__Assignment__. Please set down every line of the records below exactly, without the pictures.

BEGIN

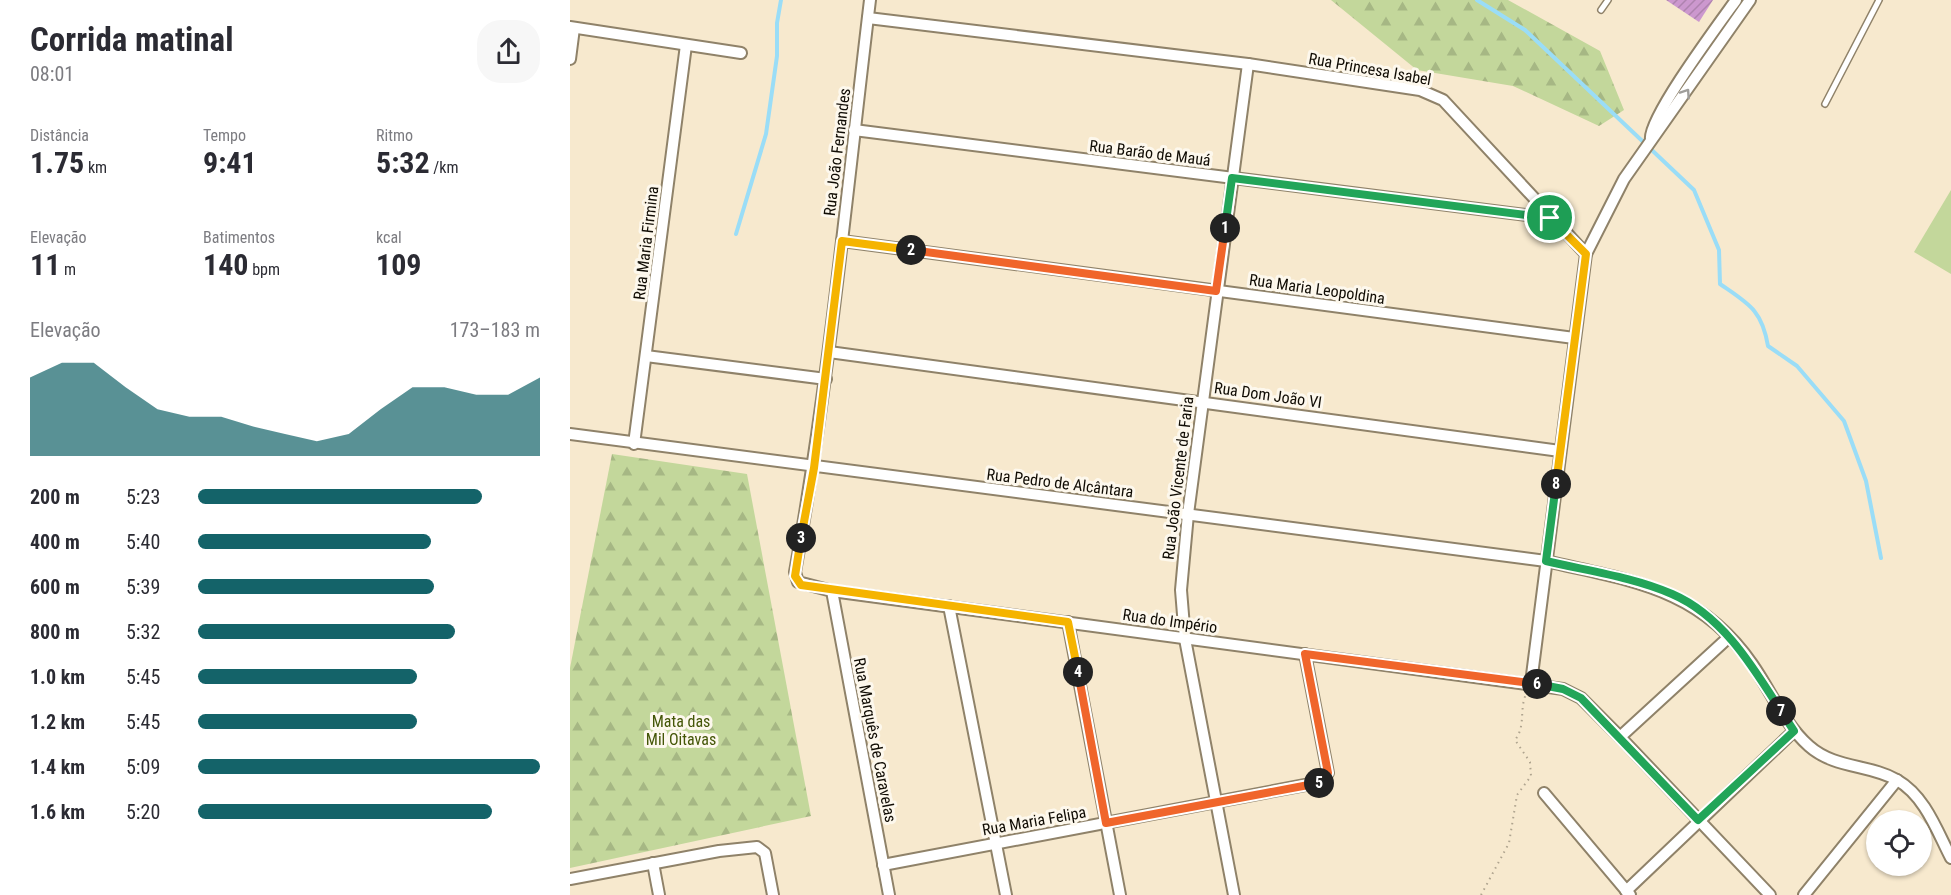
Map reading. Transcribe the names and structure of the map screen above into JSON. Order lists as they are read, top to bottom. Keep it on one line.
{"streets":{"street":["Rua Princesa Isabel","Rua João Fernandes","Rua Barão de Mauá","Rua Maria Firmina","Rua Maria Leopoldina","Rua Dom João VI","Rua João Vicente de Faria","Rua Pedro de Alcântara","Rua do Império","Rua Marquês de Caravelas","Rua Maria Felipa"]},"crossings":[["Rua Princesa Isabel","Rua João Fernandes"],["Rua Princesa Isabel","Rua Barão de Mauá"],["Rua Princesa Isabel","Rua João Vicente de Faria"],["Rua João Fernandes","Rua Barão de Mauá"],["Rua João Fernandes","Rua Maria Leopoldina"],["Rua João Fernandes","Rua Dom João VI"],["Rua João Fernandes","Rua Pedro de Alcântara"],["Rua João Fernandes","Rua do Império"],["Rua Barão de Mauá","Rua João Vicente de Faria"],["Rua Maria Firmina","Rua Pedro de Alcântara"],["Rua Maria Leopoldina","Rua João Vicente de Faria"],["Rua Dom João VI","Rua João Vicente de Faria"],["Rua João Vicente de Faria","Rua Pedro de Alcântara"],["Rua João Vicente de Faria","Rua do Império"],["Rua João Vicente de Faria","Rua Maria Felipa"],["Rua do Império","Rua Marquês de Caravelas"],["Rua do Império","Rua Maria Felipa"],["Rua Marquês de Caravelas","Rua Maria Felipa"]],"parks":["Mata das Mil Oitavas"],"page":{"heading":["Corrida matinal","08:01"],"stats":[["Distância","1.75 km"],["Tempo","9:41"],["Ritmo","5:32 /km"],["Elevação","11 m"],["Batimentos","140 bpm"],["kcal","109"]],"pins":["1","2","8","3","4","6","7","5"],"chart":["Elevação","173–183 m"],"list":[{"name":"200 m","note":"5:23"},{"name":"400 m","note":"5:40"},{"name":"600 m","note":"5:39"},{"name":"800 m","note":"5:32"},{"name":"1.0 km","note":"5:45"},{"name":"1.2 km","note":"5:45"},{"name":"1.4 km","note":"5:09"},{"name":"1.6 km","note":"5:20"}]}}
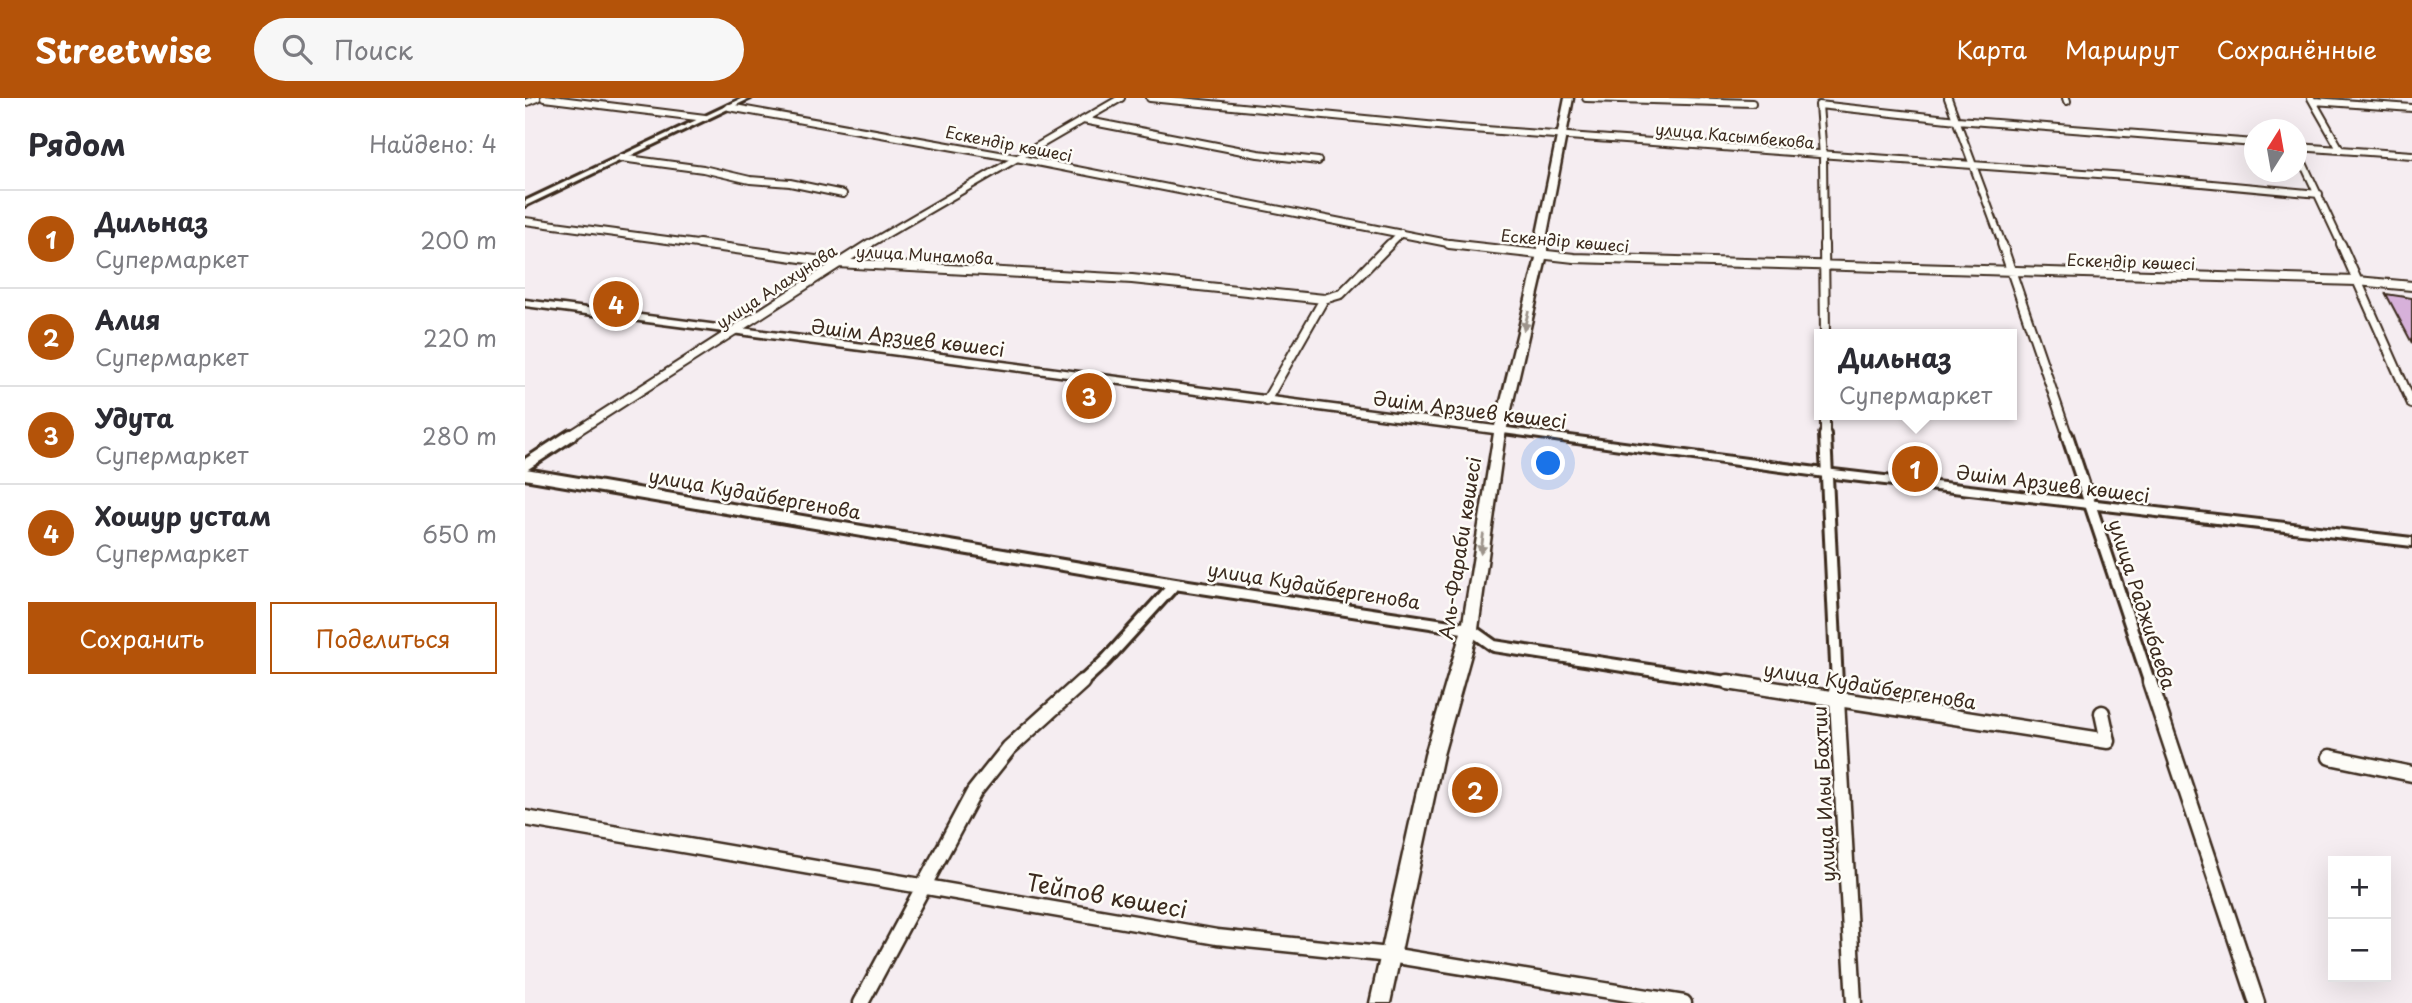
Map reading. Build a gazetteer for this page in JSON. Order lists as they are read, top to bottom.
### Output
{
  "streets": {
    "main road": ["Әшім Арзиев көшесі", "Аль-Фараби көшесі"],
    "street": [
      "улица Касымбекова",
      "Ескендір көшесі",
      "улица Минамова",
      "улица Алахунова",
      "улица Кудайбергенова",
      "улица Раджибаева",
      "улица Ильи Бахтии",
      "Тейпов көшесі"
    ]
  },
  "crossings": [
    ["улица Касымбекова", "Аль-Фараби көшесі"],
    ["улица Касымбекова", "улица Раджибаева"],
    ["Ескендір көшесі", "улица Алахунова"],
    ["Ескендір көшесі", "Аль-Фараби көшесі"],
    ["Ескендір көшесі", "улица Раджибаева"],
    ["улица Минамова", "улица Алахунова"],
    ["улица Алахунова", "Әшім Арзиев көшесі"],
    ["Әшім Арзиев көшесі", "Аль-Фараби көшесі"],
    ["Әшім Арзиев көшесі", "улица Раджибаева"],
    ["Әшім Арзиев көшесі", "улица Ильи Бахтии"],
    ["улица Кудайбергенова", "Аль-Фараби көшесі"],
    ["улица Кудайбергенова", "улица Ильи Бахтии"],
    ["Аль-Фараби көшесі", "Тейпов көшесі"]
  ],
  "one_way": ["Аль-Фараби көшесі"],
  "north": "top",
  "page": {
    "header": "Streetwise",
    "search": "Поиск",
    "nav": ["Карта", "Маршрут", "Сохранённые"],
    "heading": ["Рядом", "Найдено: 4"],
    "list": [
      {
        "mark": "1",
        "name": "Дильназ",
        "note": "Супермаркет",
        "value": "200 m"
      },
      {
        "mark": "2",
        "name": "Алия",
        "note": "Супермаркет",
        "value": "220 m"
      },
      {
        "mark": "3",
        "name": "Удута",
        "note": "Супермаркет",
        "value": "280 m"
      },
      {
        "mark": "4",
        "name": "Хошур устам",
        "note": "Супермаркет",
        "value": "650 m"
      }
    ],
    "pins": [
      "4",
      "3",
      "1",
      "2"
    ],
    "popup": ["Дильназ", "Супермаркет"],
    "buttons": ["Сохранить", "Поделиться"],
    "map_buttons": ["+", "−"]
  }
}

END

__Written solution__.
Map reading. Transcribe the names and structure of the map screen above into JSON. Order lists as they are read, top to bottom. Keep it on one line.
{"streets":{"street":["Rua Princesa Isabel","Rua João Fernandes","Rua Barão de Mauá","Rua Maria Firmina","Rua Maria Leopoldina","Rua Dom João VI","Rua João Vicente de Faria","Rua Pedro de Alcântara","Rua do Império","Rua Marquês de Caravelas","Rua Maria Felipa"]},"crossings":[["Rua Princesa Isabel","Rua João Fernandes"],["Rua Princesa Isabel","Rua Barão de Mauá"],["Rua Princesa Isabel","Rua João Vicente de Faria"],["Rua João Fernandes","Rua Barão de Mauá"],["Rua João Fernandes","Rua Maria Leopoldina"],["Rua João Fernandes","Rua Dom João VI"],["Rua João Fernandes","Rua Pedro de Alcântara"],["Rua João Fernandes","Rua do Império"],["Rua Barão de Mauá","Rua João Vicente de Faria"],["Rua Maria Firmina","Rua Pedro de Alcântara"],["Rua Maria Leopoldina","Rua João Vicente de Faria"],["Rua Dom João VI","Rua João Vicente de Faria"],["Rua João Vicente de Faria","Rua Pedro de Alcântara"],["Rua João Vicente de Faria","Rua do Império"],["Rua João Vicente de Faria","Rua Maria Felipa"],["Rua do Império","Rua Marquês de Caravelas"],["Rua do Império","Rua Maria Felipa"],["Rua Marquês de Caravelas","Rua Maria Felipa"]],"parks":["Mata das Mil Oitavas"],"page":{"heading":["Corrida matinal","08:01"],"stats":[["Distância","1.75 km"],["Tempo","9:41"],["Ritmo","5:32 /km"],["Elevação","11 m"],["Batimentos","140 bpm"],["kcal","109"]],"pins":["1","2","8","3","4","6","7","5"],"chart":["Elevação","173–183 m"],"list":[{"name":"200 m","note":"5:23"},{"name":"400 m","note":"5:40"},{"name":"600 m","note":"5:39"},{"name":"800 m","note":"5:32"},{"name":"1.0 km","note":"5:45"},{"name":"1.2 km","note":"5:45"},{"name":"1.4 km","note":"5:09"},{"name":"1.6 km","note":"5:20"}]}}
Map reading. Build a gazetteer for this page in JSON. Order lists as they are read, top to bottom.
### Output
{
  "streets": {
    "main road": ["Әшім Арзиев көшесі", "Аль-Фараби көшесі"],
    "street": [
      "улица Касымбекова",
      "Ескендір көшесі",
      "улица Минамова",
      "улица Алахунова",
      "улица Кудайбергенова",
      "улица Раджибаева",
      "улица Ильи Бахтии",
      "Тейпов көшесі"
    ]
  },
  "crossings": [
    ["улица Касымбекова", "Аль-Фараби көшесі"],
    ["улица Касымбекова", "улица Раджибаева"],
    ["Ескендір көшесі", "улица Алахунова"],
    ["Ескендір көшесі", "Аль-Фараби көшесі"],
    ["Ескендір көшесі", "улица Раджибаева"],
    ["улица Минамова", "улица Алахунова"],
    ["улица Алахунова", "Әшім Арзиев көшесі"],
    ["Әшім Арзиев көшесі", "Аль-Фараби көшесі"],
    ["Әшім Арзиев көшесі", "улица Раджибаева"],
    ["Әшім Арзиев көшесі", "улица Ильи Бахтии"],
    ["улица Кудайбергенова", "Аль-Фараби көшесі"],
    ["улица Кудайбергенова", "улица Ильи Бахтии"],
    ["Аль-Фараби көшесі", "Тейпов көшесі"]
  ],
  "one_way": ["Аль-Фараби көшесі"],
  "north": "top",
  "page": {
    "header": "Streetwise",
    "search": "Поиск",
    "nav": ["Карта", "Маршрут", "Сохранённые"],
    "heading": ["Рядом", "Найдено: 4"],
    "list": [
      {
        "mark": "1",
        "name": "Дильназ",
        "note": "Супермаркет",
        "value": "200 m"
      },
      {
        "mark": "2",
        "name": "Алия",
        "note": "Супермаркет",
        "value": "220 m"
      },
      {
        "mark": "3",
        "name": "Удута",
        "note": "Супермаркет",
        "value": "280 m"
      },
      {
        "mark": "4",
        "name": "Хошур устам",
        "note": "Супермаркет",
        "value": "650 m"
      }
    ],
    "pins": [
      "4",
      "3",
      "1",
      "2"
    ],
    "popup": ["Дильназ", "Супермаркет"],
    "buttons": ["Сохранить", "Поделиться"],
    "map_buttons": ["+", "−"]
  }
}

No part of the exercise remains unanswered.